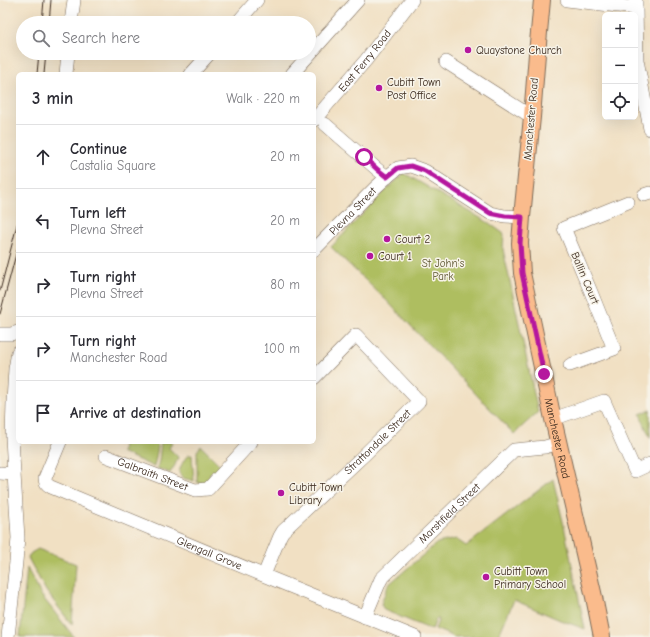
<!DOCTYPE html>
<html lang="en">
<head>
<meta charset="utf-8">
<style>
  :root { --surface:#fff; --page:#f7f7f7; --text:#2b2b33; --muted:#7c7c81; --line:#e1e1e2 }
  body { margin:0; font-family:"Comic Neue",sans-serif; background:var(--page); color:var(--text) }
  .controls { position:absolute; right:12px; top:12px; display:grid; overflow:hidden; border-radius:6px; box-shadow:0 4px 16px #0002 }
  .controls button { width:36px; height:36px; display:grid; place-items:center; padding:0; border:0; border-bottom:1px solid var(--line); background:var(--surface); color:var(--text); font:20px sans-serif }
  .stop { position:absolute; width:12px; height:12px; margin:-9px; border:3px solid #b5179e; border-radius:50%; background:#fff }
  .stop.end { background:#b5179e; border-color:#fff; box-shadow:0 1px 4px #0008 }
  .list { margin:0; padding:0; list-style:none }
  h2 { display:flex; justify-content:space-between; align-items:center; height:52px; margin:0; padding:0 16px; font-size:17px }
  h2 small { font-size:13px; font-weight:400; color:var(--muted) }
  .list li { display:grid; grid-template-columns:26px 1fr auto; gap:12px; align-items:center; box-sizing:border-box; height:64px; padding:0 16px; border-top:1px solid var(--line) }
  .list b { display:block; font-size:15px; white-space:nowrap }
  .list p { margin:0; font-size:13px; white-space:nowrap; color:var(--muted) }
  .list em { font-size:13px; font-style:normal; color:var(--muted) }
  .icon { flex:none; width:22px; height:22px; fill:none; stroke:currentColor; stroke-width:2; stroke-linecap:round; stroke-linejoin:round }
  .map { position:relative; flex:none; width:650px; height:637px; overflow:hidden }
  .search { position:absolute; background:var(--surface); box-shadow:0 4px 16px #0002; left:16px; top:16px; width:300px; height:44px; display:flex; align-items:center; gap:10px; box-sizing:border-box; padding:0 14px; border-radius:22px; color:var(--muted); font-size:15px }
  .panel { position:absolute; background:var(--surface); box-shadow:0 4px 16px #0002; left:16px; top:72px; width:300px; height:372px; border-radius:6px }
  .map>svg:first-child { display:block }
</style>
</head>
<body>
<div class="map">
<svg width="650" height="637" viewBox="0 0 650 637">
  <rect width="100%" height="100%" fill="#f7f3e8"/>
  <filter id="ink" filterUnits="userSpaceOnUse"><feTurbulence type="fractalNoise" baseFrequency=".025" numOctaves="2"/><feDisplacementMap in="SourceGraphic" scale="8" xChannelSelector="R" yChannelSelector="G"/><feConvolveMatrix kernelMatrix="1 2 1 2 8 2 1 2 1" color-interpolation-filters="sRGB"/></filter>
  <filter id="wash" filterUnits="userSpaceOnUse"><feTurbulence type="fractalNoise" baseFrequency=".012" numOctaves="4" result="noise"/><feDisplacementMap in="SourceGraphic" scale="16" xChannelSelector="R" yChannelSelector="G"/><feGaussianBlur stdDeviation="0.9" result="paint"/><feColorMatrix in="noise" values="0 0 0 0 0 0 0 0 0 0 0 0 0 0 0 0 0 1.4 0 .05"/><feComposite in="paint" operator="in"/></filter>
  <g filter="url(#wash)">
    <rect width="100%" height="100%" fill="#f1e0c3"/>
    <g fill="#aebe61" stroke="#747440">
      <path d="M 404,173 L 489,223 L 504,234 L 503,249 L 538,412 L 514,434 L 387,301 L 331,247 L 382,194 Z"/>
      <path d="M 650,410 L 650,438 L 640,414 Z"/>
      <path d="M 119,442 L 157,442 L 158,447 L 154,467 L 121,452 L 123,446 Z"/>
      <path d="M 161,442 L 173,442 L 169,448 L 178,457 L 175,465 L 170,473 L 157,468 L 159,461 Z"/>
      <path d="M 201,446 L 223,468 L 206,485 L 197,482 L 197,451 Z"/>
      <path d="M 188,455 L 192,455 L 194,481 L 183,478 L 179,473 C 180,467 184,459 188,455 Z"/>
      <path d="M 553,479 L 564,526 L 585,629 L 560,620 L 514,600 L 498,637 L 454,637 L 435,629 L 439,619 L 436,619 L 432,630 L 384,610 L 381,604 L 388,585 L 437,543 L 456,539 L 466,546 Z"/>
      <path d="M 38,549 L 76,564 L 72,625 L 46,591 L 28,558 L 31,553 Z"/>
      <path d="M 27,568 L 41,595 L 74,637 L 20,637 L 20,636 Z"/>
    </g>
  </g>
  <g filter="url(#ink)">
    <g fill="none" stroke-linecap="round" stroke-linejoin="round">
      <defs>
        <g id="minor">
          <path d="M 567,0 L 636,8"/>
          <path d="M 636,0 L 636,8 L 637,60 L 650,129"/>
          <path d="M 71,23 L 74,0"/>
          <path d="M 237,23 L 257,0"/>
          <path d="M 446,62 L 532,117"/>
          <path d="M 66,74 L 68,53"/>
          <path d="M 191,74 L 210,53"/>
          <path d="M 292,74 L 358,0"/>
          <path id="s1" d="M 314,120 L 366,60 L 412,0"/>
          <path d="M 325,124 L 378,170 L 387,177"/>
          <path d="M 644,195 L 650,193"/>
          <path id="s2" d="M 314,250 L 375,188 L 387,177 L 398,168 L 411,166 L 425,171 L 490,213 L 505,216 L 522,217"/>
          <path d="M 0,334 L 11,334 L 18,332"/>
          <path d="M 570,365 L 614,349 L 591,292 L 564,228 L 628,202"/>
          <path d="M 553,419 L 604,401 L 635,471 L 650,464"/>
          <path id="s3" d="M 60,442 L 45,478 C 45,483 47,485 51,487 L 275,580 L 415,637"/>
          <path id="s4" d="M 106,456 L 195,490 L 208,489 L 251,442"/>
          <path d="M 0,473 L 14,474"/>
          <path id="s5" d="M 264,575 L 280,536 L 283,531 L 363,456 L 419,401 L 356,335 L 314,378"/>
          <path id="s6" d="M 365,617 L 381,579 L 413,548 L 514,450 L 545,447 L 559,443"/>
          <path d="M 8,637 L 16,562 L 18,538 L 14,474 L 12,437 L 13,402 L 15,369 L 18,352"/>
        </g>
        <g id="major">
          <path id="s7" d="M 542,0 L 537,54 L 532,117 L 522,217 L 520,243 L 522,273 L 553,419 L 594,597 L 602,637"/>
        </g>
      </defs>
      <use href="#minor" stroke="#7b6a58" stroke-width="14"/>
      <use href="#major" stroke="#7b6a58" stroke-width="18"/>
      <use href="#minor" stroke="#fff" stroke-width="13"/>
      <use href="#major" stroke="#fabb8c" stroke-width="16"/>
      <g stroke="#3b2a1e" stroke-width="1">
        <path d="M 42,23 L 44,0"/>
        <path d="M 49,23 L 51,0"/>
        <path d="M 37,74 L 39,53"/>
        <path d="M 44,74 L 46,53"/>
        <path d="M 0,291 L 18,221"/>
        <path d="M 0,314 L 18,247"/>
      </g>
    </g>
  </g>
  <g fill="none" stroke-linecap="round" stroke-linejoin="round" filter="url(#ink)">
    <path stroke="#b5179e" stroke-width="5" d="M 364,157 L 378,170 L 387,177 L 398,168 L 411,166 L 425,171 L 490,213 L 505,216 L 522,217 L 520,243 L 522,273 L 544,374"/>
  </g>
  <g fill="#b5179e" stroke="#f7f3e8" stroke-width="1.5">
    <circle cx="468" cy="50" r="4"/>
    <circle cx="379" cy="88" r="4"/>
    <circle cx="387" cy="239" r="4"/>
    <circle cx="370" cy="256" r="4"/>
    <circle cx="281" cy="493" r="4"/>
    <circle cx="486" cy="577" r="4"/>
  </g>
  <g text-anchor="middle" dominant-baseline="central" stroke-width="3" stroke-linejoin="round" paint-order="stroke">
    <g font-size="11" fill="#3b2a1e" stroke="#f7f3e8" text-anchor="start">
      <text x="476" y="50">Quaystone Church</text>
      <text x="387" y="82">Cubitt Town<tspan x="387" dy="13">Post Office</tspan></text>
      <text x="395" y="239">Court 2</text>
      <text x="378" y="256">Court 1</text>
      <text x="289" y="487">Cubitt Town<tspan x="289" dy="13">Library</tspan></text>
      <text x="494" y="571">Cubitt Town<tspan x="494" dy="13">Primary School</tspan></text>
    </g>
    <g font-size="11" fill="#3b2a1e" stroke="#f7f3e8">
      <text stroke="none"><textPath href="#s1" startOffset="78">East Ferry Road</textPath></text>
      <text transform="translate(531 119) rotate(-85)">Manchester Road</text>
      <text stroke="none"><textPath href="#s2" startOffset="55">Plevna Street</textPath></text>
      <text transform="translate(585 278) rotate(67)">Ballin Court</text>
      <text stroke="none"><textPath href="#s7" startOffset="443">Manchester Road</textPath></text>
      <text stroke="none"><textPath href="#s5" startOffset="178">Strattondale Street</textPath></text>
      <text stroke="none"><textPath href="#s4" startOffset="50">Galbraith Street</textPath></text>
      <text stroke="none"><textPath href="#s6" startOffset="136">Marshfield Street</textPath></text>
      <text stroke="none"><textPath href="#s3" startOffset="222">Glengall Grove</textPath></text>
    </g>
    <g font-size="11" fill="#5e5632" stroke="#f7f3e8">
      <text x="443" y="263">St John's<tspan x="443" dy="13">Park</tspan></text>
    </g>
  </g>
</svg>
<div class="controls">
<button>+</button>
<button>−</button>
<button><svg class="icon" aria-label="locate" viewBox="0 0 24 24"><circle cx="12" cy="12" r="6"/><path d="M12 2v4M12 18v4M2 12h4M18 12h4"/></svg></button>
</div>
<div class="stop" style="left:364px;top:157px"></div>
<div class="stop end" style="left:544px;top:374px"></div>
<div class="search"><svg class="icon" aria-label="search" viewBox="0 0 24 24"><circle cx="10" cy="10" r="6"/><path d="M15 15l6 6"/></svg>Search here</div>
<section class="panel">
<h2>3 min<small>Walk · 220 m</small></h2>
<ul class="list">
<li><svg class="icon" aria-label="ahead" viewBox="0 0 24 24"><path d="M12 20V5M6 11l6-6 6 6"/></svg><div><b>Continue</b><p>Castalia Square</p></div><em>20 m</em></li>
<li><svg class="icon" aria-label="left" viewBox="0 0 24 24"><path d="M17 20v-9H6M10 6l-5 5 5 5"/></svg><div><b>Turn left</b><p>Plevna Street</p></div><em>20 m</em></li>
<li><svg class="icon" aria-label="right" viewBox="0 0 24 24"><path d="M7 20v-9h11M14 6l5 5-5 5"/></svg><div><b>Turn right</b><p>Plevna Street</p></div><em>80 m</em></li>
<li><svg class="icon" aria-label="right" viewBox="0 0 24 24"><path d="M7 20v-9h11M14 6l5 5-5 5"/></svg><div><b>Turn right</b><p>Manchester Road</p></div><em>100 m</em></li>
<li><svg class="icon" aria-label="arrive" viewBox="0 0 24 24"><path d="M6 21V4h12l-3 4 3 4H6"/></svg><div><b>Arrive at destination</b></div></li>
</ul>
</section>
</div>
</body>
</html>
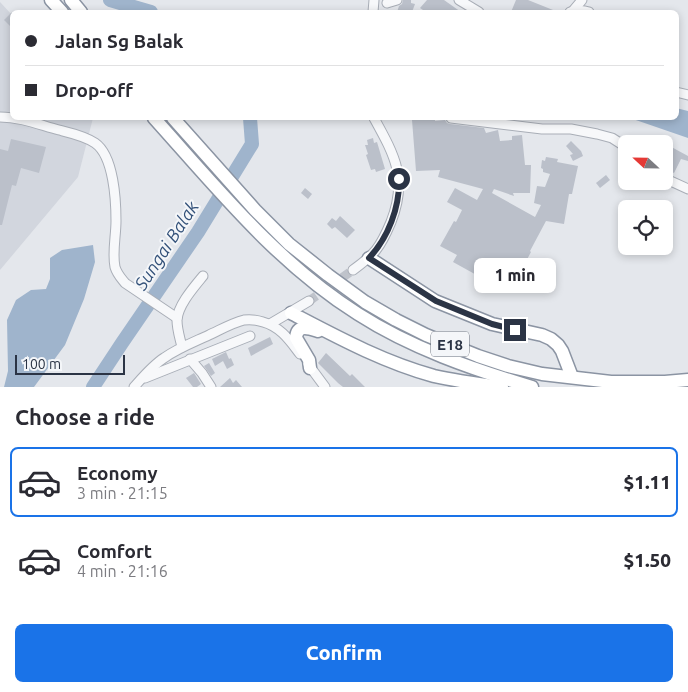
<!DOCTYPE html>
<html lang="en">
<head>
<meta charset="utf-8">
<style>
	body { margin:0; font-family:Ubuntu,sans-serif; background:#f2f2f3; color:#2b2b33; height:100vh; display:flex; flex-direction:column; font-size:19px; white-space:nowrap }
	* { box-sizing:border-box; margin:0 }
	p { font-size:16px; color:#7c7c81 }
	.icon { flex:none; width:28px; height:28px; fill:none; stroke:currentColor; stroke-width:2; stroke-linecap:round; stroke-linejoin:round }
	.map { position:relative; height:387px; overflow:hidden }
	.panel { display:flex; flex-direction:column; background:#fff; flex:1 }
	.panel>* { flex:none }
	.banner { position:absolute; left:10px; top:10px; width:669px; height:110px; border-radius:8px; box-shadow:0 2px 8px #0003; display:grid; align-content:center; height:110px; padding:0 15px; background:#fff }
	.needle { width:32px; rotate:292deg }
	.tools { position:absolute; left:618px; top:135px; display:grid; gap:10px }
	.tools a { display:grid; place-items:center; width:55px; height:55px; border-radius:8px; background:#fff; box-shadow:0 2px 8px #0003; font-size:25px }
	.scale { position:absolute; left:15px; bottom:12px; width:110px; box-sizing:border-box; padding-left:5px; border:2px solid #2b3445; border-top:0; font-size:14px; line-height:18px; white-space:nowrap; color:#2b3445; -webkit-text-stroke:4px #f4f6f9; paint-order:stroke }
	.end { position:absolute; width:22px; height:22px; margin:-11px; border:6px solid #2b3445; background:#fff; box-shadow:0 0 0 2px #fff }
	.from { border-radius:50% }
	.bubble { position:absolute; height:35px; border-radius:8px; background:#fff; box-shadow:0 2px 8px #0003; font-size:16px; font-weight:800; line-height:35px; text-align:center }
	.banner b { display:flex; align-items:center; gap:18px; height:48px; font-size:19px }
	.banner b+b { border-top:1px solid #e1e1e2 }
	.banner i { width:12px; height:12px; background:#2b2b33 }
	ul { padding:0; list-style:none }
	li { display:flex; align-items:center; gap:15px; height:70px; margin:0 10px 8px; padding:0 5px; border:2px solid transparent; border-radius:8px }
	li div { flex:1 }
	li b { display:block; font-size:19px }
	li em { font-style:normal; font-weight:800 }
	li.on { border-color:#1a73e8 }
	li>.icon { width:45px; height:45px; stroke-width:1.5 }
	h2 { padding:0 15px; font-size:22px; line-height:60px }
	.action { display:flex; gap:10px; margin-top:auto; padding:10px 15px }
	.action a { flex:1; height:58px; border-radius:8px; background:#1a73e8; color:#fff; font-size:20px; font-weight:800; line-height:58px; text-align:center }
	.map>svg:first-child { display:block }
	.built { fill:#d2d6de }
	.water { fill:#9fb4cc }
	.lines { fill:none; stroke-linecap:round; stroke-linejoin:round }
	.river { stroke:#9fb4cc; stroke-width:14 }
	.building { fill:#bbc0ca }
	.minor-tunnel { stroke:#bfc3cb; stroke-width:9; stroke-dasharray:9 4.5; stroke-linecap:butt }
	.minor-casing { stroke:#a9aeb7; stroke-width:11 }
	.highway-casing { stroke:#8b94a3; stroke-width:15 }
	.minor { stroke:#f7f8fa; stroke-width:9 }
	.highway { stroke:#fff; stroke-width:12 }
	.route { stroke:#2b3445; stroke-width:6 }
	.labels { text-anchor:middle; dominant-baseline:central; stroke-width:4; stroke-linejoin:round; paint-order:stroke }
	.shield { fill:#f4f6f9; stroke:#676e7b; stroke-width:1 }
	.shield-label { font-size:15px; font-weight:bold; fill:#2b3445 }
	.water-label { font-size:18px; font-style:italic; fill:#34527a; stroke:#f4f6f9 }
</style>
</head>
<body>
<div class="map">
<svg width="688" height="387" viewBox="0 0 688 387">
	<rect width="100%" height="100%" fill="#e4e7ec"/>
	<polygon class="built" points="0,2 12,15 12,118 93,118 78,177 0,270"/>
	<g class="water">
		<polygon points="676,108 688,111 688,138 630,118 676,118"/>
		<polygon points="93,245 95,262 84,299 65,345 34,387 4,387 8,371 7,320 16,300 31,290 46,289 50,279 50,258 62,250"/>
	</g>
	<g class="lines">
		<g class="river">
			<polyline points="110,0 151,12"/>
			<polyline points="93,387 122,343 198,232 252,144 250,118"/>
		</g>
	</g>
	<g class="building">
		<polygon points="403,0 411,0 411,3 415,4 412,12 397,12 399,6 402,4"/>
		<polygon points="427,0 444,0 461,12 426,12 420,8"/>
		<polygon points="516,0 528,0 558,12 511,12"/>
		<polygon points="12,12 12,28 4,20"/>
		<polygon points="435,118 435,121 445,120 447,123 450,124 484,128 486,133 498,130 500,141 512,140 512,136 522,135 525,165 531,165 530,193 513,193 514,196 494,189 492,193 535,217 541,205 534,203 537,186 545,187 550,174 543,172 543,169 541,168 542,160 545,161 546,157 558,159 557,162 578,166 572,194 569,194 564,224 546,221 530,251 531,252 509,293 453,262 457,255 440,246 454,221 456,222 462,210 447,202 455,188 477,200 483,189 438,177 440,170 416,171 412,120"/>
		<polygon points="373,138 374,143 377,142 385,169 376,172 375,169 371,170 366,155 368,154 365,145 368,145 367,140"/>
		<polygon points="11,139 46,147 39,173 21,168 16,186 12,185 2,225 0,225 0,149 8,151"/>
		<polygon points="571,141 581,151 583,156 573,161 570,155 573,154 566,146"/>
		<polygon points="664,143 688,156 688,161 681,159 674,173 664,168"/>
		<polygon points="606,175 610,180 600,188 596,183"/>
		<polygon points="305,188 312,194 308,199 301,193"/>
		<polygon points="340,216 355,230 347,238 335,227 332,229 327,224 332,218 336,221"/>
		<polygon points="270,337 273,344 251,356 248,348"/>
		<polygon points="226,352 229,359 231,358 234,365 227,369 223,361 215,366 212,359"/>
		<polygon points="326,353 350,376 352,374 365,387 343,387 338,383 318,363"/>
		<polygon points="209,363 215,373 211,376 204,366"/>
		<polygon points="194,373 201,384 197,387 193,387 186,378"/>
		<polygon points="230,378 233,383 236,380 242,387 220,387"/>
	</g>
	<g class="lines">
		<polyline class="minor-tunnel" points="309,301 353,270"/>
		<defs>
			<g id="minor">
				<polyline points="459,0 479,12"/>
				<polyline points="387,3 397,0"/>
				<polyline points="373,12 374,0"/>
				<path d="M 570,12 C 577,10 583,10 589,12"/>
				<polyline points="572,12 582,0"/>
				<polyline points="676,92 688,95"/>
				<path d="M 0,117 C 21,117 40,125 59,130 C 71,133 85,136 95,143 C 114,156 116,201 116,221 C 116,236 112,253 115,267 C 117,274 121,278 125,283 L 177,318"/>
				<polyline points="451,118 542,129 571,129 597,134 612,138 626,147"/>
				<polyline points="664,178 688,189"/>
				<path d="M 353,270 C 375,254 380,248 391,222 C 408,179 395,156 374,118"/>
				<polyline points="270,324 309,301"/>
				<path d="M 182,347 C 180,338 177,330 177,320 C 178,305 194,287 203,276"/>
				<polyline points="190,359 202,373 211,387"/>
				<polyline points="308,364 325,387"/>
				<polyline points="145,378 250,336"/>
				<path d="M 134,387 C 143,377 153,365 164,358 C 178,348 194,342 209,335 C 220,330 232,323 244,320 C 251,319 257,320 263,322 C 281,327 290,341 300,354"/>
			</g>
			<g id="highway">
				<polyline points="51,0 62,12"/>
				<polyline points="71,0 81,12"/>
				<path d="M 154,118 C 217,188 277,263 358,314 C 411,348 472,369 532,387"/>
				<polyline points="173,118 255,210 289,244 328,275 365,302 396,320 426,335 478,356 508,366 542,374 611,382 665,382 688,380"/>
				<polyline points="369,258 435,301 492,324 542,335 551,339 558,345 562,351 572,377"/>
				<path d="M 291,313 C 337,337 383,362 434,376 C 456,381 479,384 502,387"/>
				<path d="M 310,368 L 309,360 L 296,338 C 297,324 308,328 318,331"/>
			</g>
		</defs>
		<use href="#minor" class="minor-casing"/>
		<use href="#highway" class="highway-casing"/>
		<use href="#minor" class="minor"/>
		<use href="#highway" class="highway"/>
	</g>
	<g class="lines">
		<path class="route" d="M 399,179 C 400,207 388,238 369,258 L 436,301 L 492,324 L 515,330"/>
	</g>
	<g class="labels">
		<rect class="shield" x="431" y="331.5" width="38" height="25" rx="4"/>
		<g class="shield-label">
			<text x="450" y="344">E18</text>
		</g>
		<g class="water-label">
			<text transform="translate(166 245) rotate(-57)">Sungai Balak</text>
		</g>
	</g>
</svg>
<div class="tools">
<a><svg class="needle" viewBox="-14 -14 28 28"><path d="M0-13l5 13h-10z" fill="#e53935"/><path d="M0 13l5-13h-10z" fill="#7c7c81"/></svg></a>
<a><svg class="icon" aria-label="locate" viewBox="0 0 24 24"><circle cx="12" cy="12" r="6"/><path d="M12 2v4M12 18v4M2 12h4M18 12h4"/></svg></a>
</div>
<div class="scale">100 m</div>
<i class="end from" style="left:399px;top:179px"></i>
<i class="end" style="left:515px;top:330px"></i>
<div class="bubble" style="left:474px;top:258px;width:82px">1 min</div>
<div class="banner">
<b><i class="from"></i>Jalan Sg Balak</b>
<b><i></i>Drop-off</b>
</div>
</div>
<section class="panel">
<h2>Choose a ride</h2>
<ul>
<li class="on"><svg class="icon" aria-label="car" viewBox="0 0 24 24"><path d="M5 17H2v-5l4-1 3-4h7l3 4 3 1v5h-3M9 17h6M6 11h13"/><circle cx="7" cy="17" r="2"/><circle cx="17" cy="17" r="2"/></svg><div><b>Economy</b><p>3 min · 21:15</p></div><em>$1.11</em></li>
<li><svg class="icon" aria-label="car" viewBox="0 0 24 24"><path d="M5 17H2v-5l4-1 3-4h7l3 4 3 1v5h-3M9 17h6M6 11h13"/><circle cx="7" cy="17" r="2"/><circle cx="17" cy="17" r="2"/></svg><div><b>Comfort</b><p>4 min · 21:16</p></div><em>$1.50</em></li>
</ul>
<div class="action"><a>Confirm</a></div>
</section>
</body>
</html>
++++++++++++++++++++
> WORK ORDER
If a line in the material above contains "SourceGraphic", show that line.

> RESPONSE TO THE TASK
  <filter id="ink" filterUnits="userSpaceOnUse"><feTurbulence type="fractalNoise" baseFrequency=".025" numOctaves="2"/><feDisplacementMap in="SourceGraphic" scale="8" xChannelSelector="R" yChannelSelector="G"/><feConvolveMatrix kernelMatrix="1 2 1 2 8 2 1 2 1" color-interpolation-filters="sRGB"/></filter>
  <filter id="wash" filterUnits="userSpaceOnUse"><feTurbulence type="fractalNoise" baseFrequency=".012" numOctaves="4" result="noise"/><feDisplacementMap in="SourceGraphic" scale="16" xChannelSelector="R" yChannelSelector="G"/><feGaussianBlur stdDeviation="0.9" result="paint"/><feColorMatrix in="noise" values="0 0 0 0 0 0 0 0 0 0 0 0 0 0 0 0 0 1.4 0 .05"/><feComposite in="paint" operator="in"/></filter>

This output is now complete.